Gather all lines in the entries below that include the word "list".

Records from a data source:
__________________________________________________
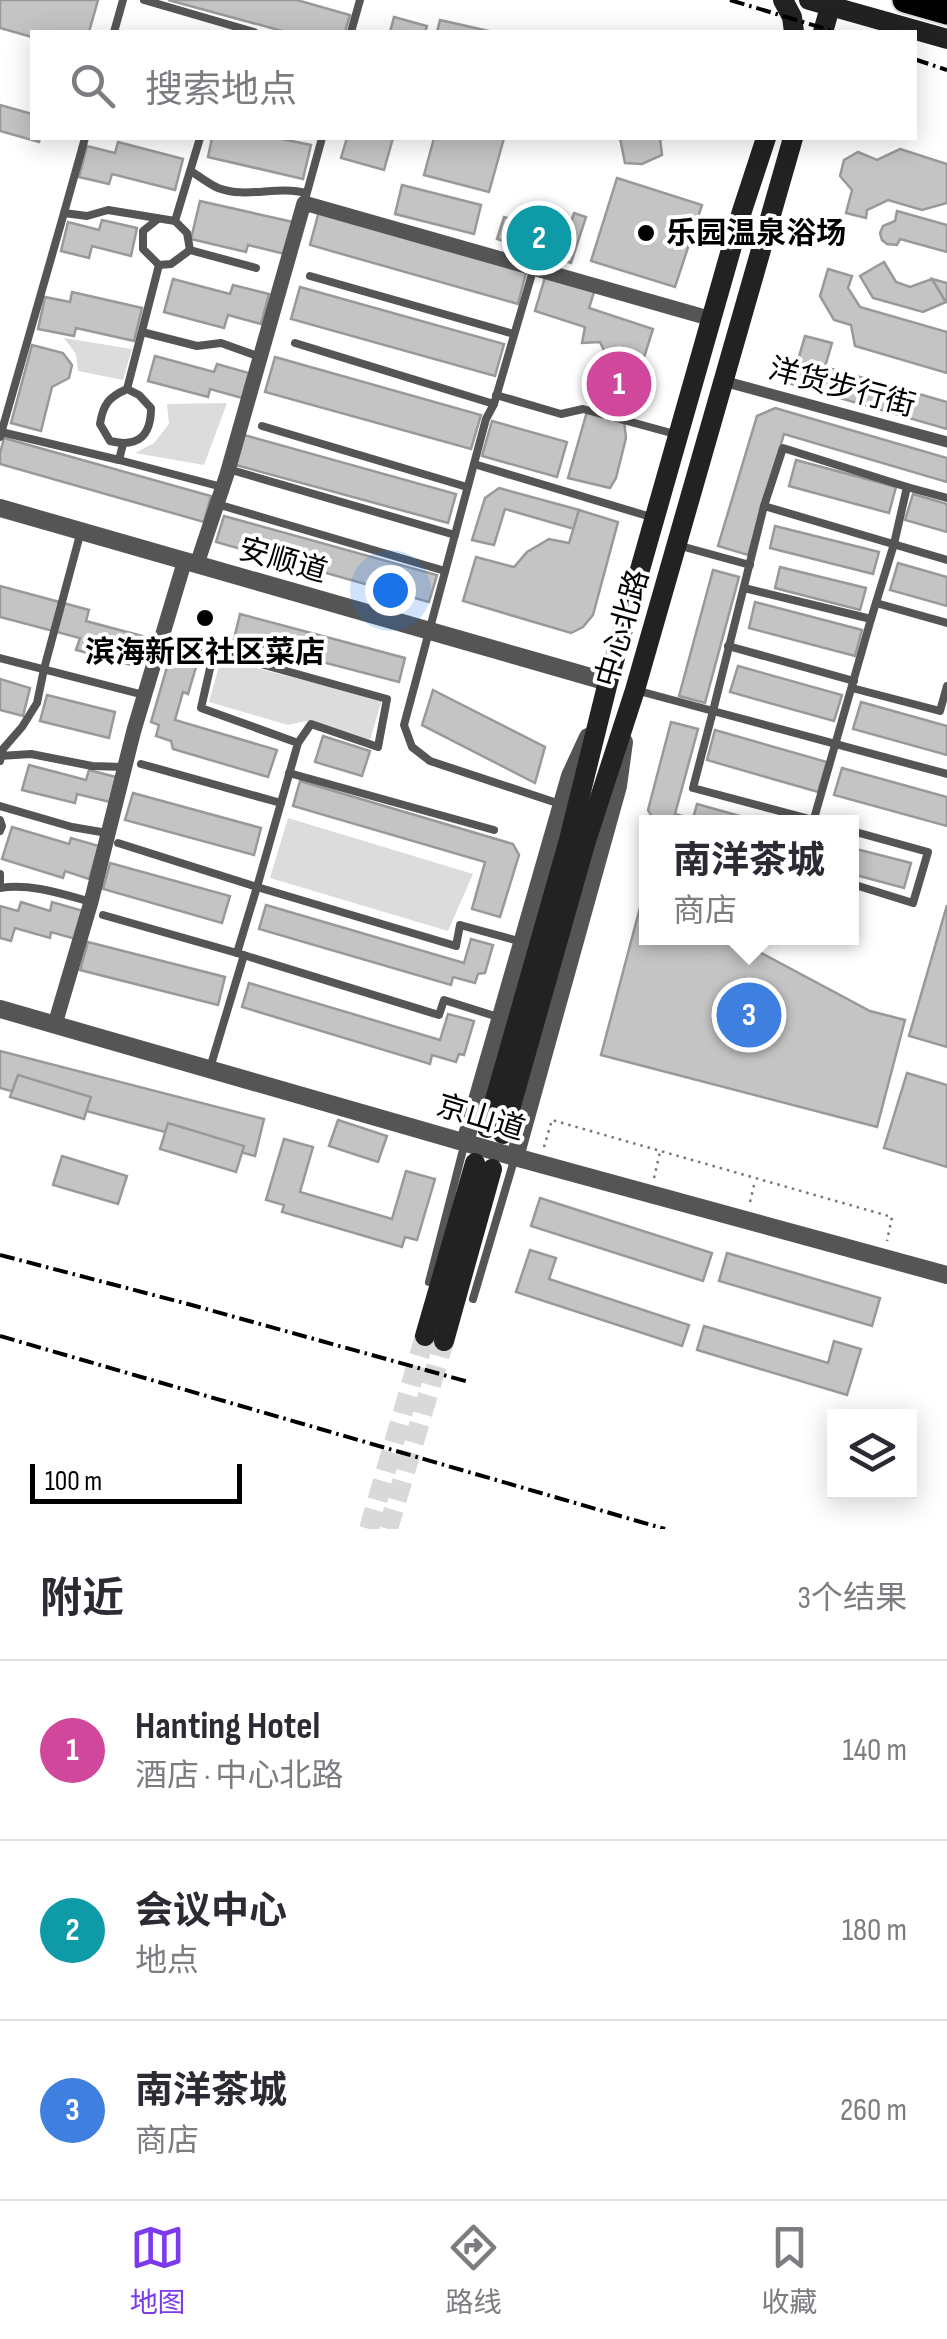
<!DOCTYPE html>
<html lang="zh">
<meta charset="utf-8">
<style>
:root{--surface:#fff;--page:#f2f2f3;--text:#2b2b33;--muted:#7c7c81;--line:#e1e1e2;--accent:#7c3aed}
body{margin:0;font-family:"Sofia Sans Condensed","Noto Sans SC",sans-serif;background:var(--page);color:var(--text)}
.controls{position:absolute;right:30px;bottom:30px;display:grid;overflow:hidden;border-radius:0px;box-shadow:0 5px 25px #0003}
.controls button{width:90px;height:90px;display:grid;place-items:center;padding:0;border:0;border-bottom:2px solid var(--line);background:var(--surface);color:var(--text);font:50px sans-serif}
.scale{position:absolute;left:30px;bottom:25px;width:212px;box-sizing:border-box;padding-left:10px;border:5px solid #000;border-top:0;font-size:28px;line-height:35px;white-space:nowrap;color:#000;-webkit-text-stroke:8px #fff;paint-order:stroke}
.you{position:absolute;left:390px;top:590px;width:35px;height:35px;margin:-25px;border:8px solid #fff;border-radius:50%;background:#1a73e8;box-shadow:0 0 0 15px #1a73e833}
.badge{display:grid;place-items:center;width:65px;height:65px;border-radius:50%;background:var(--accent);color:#fff;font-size:32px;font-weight:700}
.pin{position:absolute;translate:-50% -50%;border:5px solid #fff;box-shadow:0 2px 10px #0006}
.popup{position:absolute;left:639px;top:815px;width:220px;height:130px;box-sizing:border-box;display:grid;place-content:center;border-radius:0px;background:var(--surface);filter:drop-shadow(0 2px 8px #0005);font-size:32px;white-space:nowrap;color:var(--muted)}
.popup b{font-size:38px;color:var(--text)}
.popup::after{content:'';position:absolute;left:50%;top:100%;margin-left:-20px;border:20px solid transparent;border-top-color:var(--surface)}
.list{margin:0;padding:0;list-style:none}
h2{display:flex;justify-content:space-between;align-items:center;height:130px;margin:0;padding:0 40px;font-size:42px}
h2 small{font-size:32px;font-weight:400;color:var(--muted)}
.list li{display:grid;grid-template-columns:65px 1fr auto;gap:30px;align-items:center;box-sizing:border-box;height:180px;padding:0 40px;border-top:2px solid var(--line)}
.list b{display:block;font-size:38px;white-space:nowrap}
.list p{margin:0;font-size:32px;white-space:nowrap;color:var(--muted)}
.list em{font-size:32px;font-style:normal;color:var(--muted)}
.icon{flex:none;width:55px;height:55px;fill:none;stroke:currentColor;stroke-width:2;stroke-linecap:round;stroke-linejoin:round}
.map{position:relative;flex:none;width:947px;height:1529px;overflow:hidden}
.search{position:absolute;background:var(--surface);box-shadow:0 5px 25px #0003;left:30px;right:30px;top:30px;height:110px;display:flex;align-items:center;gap:25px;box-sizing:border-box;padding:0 35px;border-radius:0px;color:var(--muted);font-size:38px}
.sheet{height:670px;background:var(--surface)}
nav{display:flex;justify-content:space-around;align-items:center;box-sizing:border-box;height:140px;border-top:2px solid var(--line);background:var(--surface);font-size:28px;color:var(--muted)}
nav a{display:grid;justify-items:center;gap:5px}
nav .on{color:var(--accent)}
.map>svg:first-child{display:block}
</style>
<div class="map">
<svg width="947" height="1529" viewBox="0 0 947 1529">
<rect width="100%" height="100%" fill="#fff"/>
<g fill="#dcdcdc">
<polygon points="64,338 132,349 123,380 78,371 76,354"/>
<polygon points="227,403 204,465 135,453 154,443 169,424 167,404"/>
<polygon points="221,659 382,700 370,740 306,721 288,725 209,702"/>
<polygon points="288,818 473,874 448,931 270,878"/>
</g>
<g fill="#c4c4c4" stroke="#999" stroke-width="2.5">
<polygon points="0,0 98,0 89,32 32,32 32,37 0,28"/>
<polygon points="168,0 297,0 350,15 345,32 286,32"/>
<polygon points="394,17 427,26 425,32 390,32"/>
<polygon points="440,20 493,32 437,32"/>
<polygon points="0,105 32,114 32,138 40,138 39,142 0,131"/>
<polygon points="212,138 277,138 311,145 303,179 208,157"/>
<polygon points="347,138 393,138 384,170 341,158"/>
<polygon points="434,138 504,138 489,192 424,175"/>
<polygon points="620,138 660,138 662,155 642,164 625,163"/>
<polygon points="118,142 183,159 175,190 112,174 109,184 79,177 87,146 115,153"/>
<polygon points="900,149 947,164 947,203 922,210 888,200 867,210 866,218 846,213 852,190 840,176 844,160 858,152 877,160"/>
<polygon points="617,178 702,205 675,287 591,261"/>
<polygon points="402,185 481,205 474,234 395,214"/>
<polygon points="200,201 293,222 285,254 248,245 246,252 191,239"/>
<polygon points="319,211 527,269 518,304 310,245"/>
<polygon points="897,211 947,225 947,252 900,239 897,245 887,244 882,240 880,233 883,226 895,221"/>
<polygon points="574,213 586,217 571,263 497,239 504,217 566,237"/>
<polygon points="102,220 137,228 131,256 92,246 89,258 61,251 68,222 99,230"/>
<polygon points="884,262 896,282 910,287 932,279 946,302 923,312 873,298 860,276"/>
<polygon points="828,269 852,276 848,288 860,307 947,332 947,373 855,346 851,325 834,320 820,296"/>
<polygon points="546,274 595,289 589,308 653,329 624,421 626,438 616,478 610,488 568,478 588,408 594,410 608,359 600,342 582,343 585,327 535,311"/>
<polygon points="173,279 230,294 233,285 269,294 261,324 228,315 224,328 164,312"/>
<polygon points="932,279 947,283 947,302 946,302"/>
<polygon points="300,287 504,344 495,376 291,319"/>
<polygon points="72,292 142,308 134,341 76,328 74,336 38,329 45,297 70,302"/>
<polygon points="805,336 832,343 825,367 947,402 947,429 791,384"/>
<polygon points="32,345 63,353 72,365 69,378 52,387 41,431 11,423"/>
<polygon points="155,356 214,372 217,364 249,373 242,398 210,389 208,397 148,381"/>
<polygon points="275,357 481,415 471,449 265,392"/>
<polygon points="775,408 947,458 947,482 784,434 748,555 718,546 757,416"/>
<polygon points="492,421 567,442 557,477 482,456"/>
<polygon points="244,435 456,494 448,523 236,465"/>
<polygon points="4,438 211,496 204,522 0,464 0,453"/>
<polygon points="796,460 896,487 889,513 789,486"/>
<polygon points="499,488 579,510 574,529 505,509 494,545 472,540 485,498"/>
<polygon points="913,494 947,504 947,532 905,520"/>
<polygon points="579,510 618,522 593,615 583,627 571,633 463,601 476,557 514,567 527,552 549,539 569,543"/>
<polygon points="224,516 437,575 429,602 216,542"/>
<polygon points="775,526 879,552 873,574 770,548"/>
<polygon points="898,563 947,577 947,606 890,590"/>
<polygon points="780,567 866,588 860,610 775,588"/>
<polygon points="713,570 739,577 705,703 679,696"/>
<polygon points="0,586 89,610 86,621 142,636 135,666 76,650 80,638 0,617"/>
<polygon points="755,602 862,630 855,656 749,628"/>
<polygon points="240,614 405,658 399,682 234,639"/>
<polygon points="174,643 201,650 188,694 183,692 175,720 277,750 268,777 173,749 171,741 156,736 159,725 151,722"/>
<polygon points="738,666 842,695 834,721 730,692"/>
<polygon points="0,679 30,688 23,716 0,710"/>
<polygon points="433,690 545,747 535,783 422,725"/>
<polygon points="47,695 115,712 109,738 40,721"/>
<polygon points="861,702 947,726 947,755 853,729"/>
<polygon points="671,722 698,729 675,814 686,817 685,822 655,822 648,810"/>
<polygon points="715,730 827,762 818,792 707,760"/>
<polygon points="323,736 370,751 362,776 315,762"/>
<polygon points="29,765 86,780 89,770 116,777 110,802 77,794 75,803 22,790"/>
<polygon points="842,768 947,797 947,826 834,795"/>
<polygon points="300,781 513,844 519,855 500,917 472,909 485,862 293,806"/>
<polygon points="133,793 261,828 254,855 125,820"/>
<polygon points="697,804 761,822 692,822"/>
<polygon points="12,827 69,844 71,838 99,846 89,879 65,871 63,878 2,859"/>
<polygon points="852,848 911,863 904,888 852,874"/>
<polygon points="110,863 230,896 222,923 103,889"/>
<polygon points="642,900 646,901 646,938 733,938 870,1011 905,1020 877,1127 601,1055"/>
<polygon points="21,902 50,911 52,902 87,912 79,940 51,932 50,938 15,928 11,941 0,938 0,906 18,911"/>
<polygon points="266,905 464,963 471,939 493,945 485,973 478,974 475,983 453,977 451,985 259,929"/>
<polygon points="947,905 947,1047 909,1036"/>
<polygon points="88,942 225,977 218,1005 80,970"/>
<polygon points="249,983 440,1040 448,1014 474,1021 464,1055 459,1054 456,1062 432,1055 430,1064 242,1007"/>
<polygon points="0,1051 264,1119 255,1156 0,1088"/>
<polygon points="907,1073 947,1085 947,1167 884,1148"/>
<polygon points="18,1075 91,1097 84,1119 10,1097"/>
<polygon points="338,1120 387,1136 378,1162 329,1146"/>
<polygon points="168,1123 244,1146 236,1172 160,1149"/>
<polygon points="284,1139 313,1147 300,1192 392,1219 406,1171 435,1179 417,1240 405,1237 402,1247 282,1212 284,1205 266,1200"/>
<polygon points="62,1156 127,1176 118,1204 53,1185"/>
<polygon points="540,1198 712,1253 703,1281 531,1226"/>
<polygon points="530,1250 556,1258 549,1279 689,1325 682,1346 516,1292"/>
<polygon points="727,1253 880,1298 872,1326 719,1281"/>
<polygon points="704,1326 828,1363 834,1341 861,1349 847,1395 697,1350"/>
</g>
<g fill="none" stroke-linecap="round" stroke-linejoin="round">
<g stroke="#d9d9d9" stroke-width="20" stroke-dasharray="20 10" stroke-linecap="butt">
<polyline points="369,1529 425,1336"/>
<polyline points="388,1529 444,1341"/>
</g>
<defs>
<polyline id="trunk" points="905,0 947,12"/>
</defs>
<use href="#trunk" stroke="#dbdbdb" stroke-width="29"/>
<g stroke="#777" stroke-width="2.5" stroke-dasharray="2.5 5" stroke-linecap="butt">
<polyline points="544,1147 552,1120 892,1217 887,1241"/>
<polyline points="654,1178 660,1152"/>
<polyline points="750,1202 755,1181"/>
</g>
<g stroke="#555" stroke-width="8">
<polyline points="144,0 254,32"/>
<polyline points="114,32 123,0"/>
<polyline points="351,32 360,0"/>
<polyline points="85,138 64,213 87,216 108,210 175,221 200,138"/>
<path d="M191 171C200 177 209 184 218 188 246 199 278 185 306 193"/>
<polyline points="306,196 322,138"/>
<polyline points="158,219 143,231 143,249 159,265 171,264 190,250"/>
<polyline points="175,221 187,233 190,250 256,268"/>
<polyline points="534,267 494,404 486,419 404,725 412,747 430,761 560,804"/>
<polyline points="310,276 514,334"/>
<polyline points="142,332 197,346 221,343 260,357"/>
<polyline points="295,343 494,404"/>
<path d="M127 389 139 395 151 408C151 435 139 448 110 441L100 424C103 404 109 397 127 389L159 265"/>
<polyline points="496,395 561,414 583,409 675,434"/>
<polyline points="262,426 467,487"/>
<polyline points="1,432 119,460"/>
<polyline points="0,437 64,213"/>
<polyline points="123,444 119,460 222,487"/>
<polyline points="474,464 651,517"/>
<polyline points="228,469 455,535"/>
<polyline points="217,504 445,571"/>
<polyline points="764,506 783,448 907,487"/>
<polyline points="677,545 750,565"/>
<polyline points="947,560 764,506 713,711 947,774"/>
<polyline points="744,588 871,619 894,544 907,487 947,498"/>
<polyline points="876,603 947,623"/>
<polyline points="728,646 854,681"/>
<polyline points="0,658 144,695"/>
<polyline points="852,688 940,711 947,686"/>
<polyline points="639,691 713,711 693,788 821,822"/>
<polyline points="0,756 31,754 92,766 124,767"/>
<polyline points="0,761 3,749 22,727 37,703 44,669 81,531"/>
<polyline points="141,764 281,803"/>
<polyline points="289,773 494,830"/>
<polyline points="0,806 72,827 107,833"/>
<polyline points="0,820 2,826 0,831"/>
<polyline points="813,822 871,619"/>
<polyline points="852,831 928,852 913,903 852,884"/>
<polyline points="118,843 257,887 298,743 201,708 214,651 387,699 378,747 311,724 298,743"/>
<polyline points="0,874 0,882"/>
<path d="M0 888C30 883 62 894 91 902"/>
<polyline points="103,915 237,953"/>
<polyline points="498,1017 444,1000 439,1015 237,953 257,887 456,946 460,925 522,942"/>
<polyline points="210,1068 244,955"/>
<polyline points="429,1282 465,1142"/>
<polyline points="473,1299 515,1157"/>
</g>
<polyline stroke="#555" stroke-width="11" points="723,381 947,442"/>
<g stroke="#555" stroke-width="15">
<polyline points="197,564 227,474 304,203 712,319"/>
<polyline points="55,1024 91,902 134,730 185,560"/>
</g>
<g stroke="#555" stroke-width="18">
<polyline points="0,508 608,682"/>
<polyline points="0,1009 515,1157 947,1275"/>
<polyline points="465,1142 570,776 588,737"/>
<polyline points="515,1157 618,786 624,742"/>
</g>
<g stroke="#222" stroke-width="20">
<polyline points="783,0 792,17 794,32"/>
<polyline points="809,0 947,39"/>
<polyline points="823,32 832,0"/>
<polyline points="487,1128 569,840 608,682 742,211 766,138"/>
<polyline points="503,1134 585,844 635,690 793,138"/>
<polyline points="425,1336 475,1163"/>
<polyline points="444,1341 492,1169"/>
</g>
<use href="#trunk" stroke="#000" stroke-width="25"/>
<g stroke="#000" stroke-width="4" stroke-dasharray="15 5 2.5 5" stroke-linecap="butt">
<polyline points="730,0 836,32"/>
<polyline points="914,59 947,70"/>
<polyline points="0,1255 188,1304 469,1382"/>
<polyline points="0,1336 665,1529"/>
</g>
</g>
<g fill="#000" stroke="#fff" stroke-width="4">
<circle cx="646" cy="233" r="10"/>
<circle cx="205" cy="618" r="10"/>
</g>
<g text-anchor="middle" stroke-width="8" stroke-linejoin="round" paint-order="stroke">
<g font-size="30" font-weight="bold" fill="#000" stroke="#fff" text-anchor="start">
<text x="666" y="243">乐园温泉浴场</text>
<text x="205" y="662" text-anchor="middle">滨海新区社区菜店</text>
</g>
<g font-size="30" fill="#000" stroke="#fff">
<text transform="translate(842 387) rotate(15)" y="10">洋货步行街</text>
<text transform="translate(283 560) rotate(16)" y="10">安顺道</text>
<text transform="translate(622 628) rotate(-74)" y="10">中心北路</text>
<text transform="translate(481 1117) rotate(17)" y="10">京山道</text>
</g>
</g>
</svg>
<div class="controls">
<button><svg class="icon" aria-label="layers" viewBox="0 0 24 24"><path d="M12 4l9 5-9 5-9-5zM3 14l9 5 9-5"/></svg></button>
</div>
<div class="scale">100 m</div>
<div class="you"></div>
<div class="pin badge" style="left:619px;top:384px;background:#d1479c">1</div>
<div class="pin badge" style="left:539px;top:238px;background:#0f9aa8">2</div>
<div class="pin badge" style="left:749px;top:1015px;background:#3f7fe0">3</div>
<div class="popup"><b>南洋茶城</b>商店</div>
<div class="search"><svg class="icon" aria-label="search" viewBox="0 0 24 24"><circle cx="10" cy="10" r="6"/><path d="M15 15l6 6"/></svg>搜索地点</div>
</div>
<section class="sheet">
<h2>附近<small>3个结果</small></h2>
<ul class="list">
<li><span class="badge" style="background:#d1479c">1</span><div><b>Hanting Hotel</b><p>酒店 · 中心北路</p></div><em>140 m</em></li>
<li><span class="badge" style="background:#0f9aa8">2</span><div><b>会议中心</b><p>地点</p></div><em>180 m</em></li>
<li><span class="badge" style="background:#3f7fe0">3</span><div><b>南洋茶城</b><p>商店</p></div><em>260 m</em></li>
</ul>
</section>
<nav>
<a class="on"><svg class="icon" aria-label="map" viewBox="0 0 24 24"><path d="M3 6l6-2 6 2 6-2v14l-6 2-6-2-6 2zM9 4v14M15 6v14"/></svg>地图</a>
<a><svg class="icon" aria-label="directions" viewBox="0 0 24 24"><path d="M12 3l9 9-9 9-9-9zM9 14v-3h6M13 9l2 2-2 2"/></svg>路线</a>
<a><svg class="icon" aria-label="saved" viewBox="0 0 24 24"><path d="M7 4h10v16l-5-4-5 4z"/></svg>收藏</a>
</nav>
__________________________________________________
> **Exercise solution**
.list{margin:0;padding:0;list-style:none}
.list li{display:grid;grid-template-columns:65px 1fr auto;gap:30px;align-items:center;box-sizing:border-box;height:180px;padding:0 40px;border-top:2px solid var(--line)}
.list b{display:block;font-size:38px;white-space:nowrap}
.list p{margin:0;font-size:32px;white-space:nowrap;color:var(--muted)}
.list em{font-size:32px;font-style:normal;color:var(--muted)}
<ul class="list">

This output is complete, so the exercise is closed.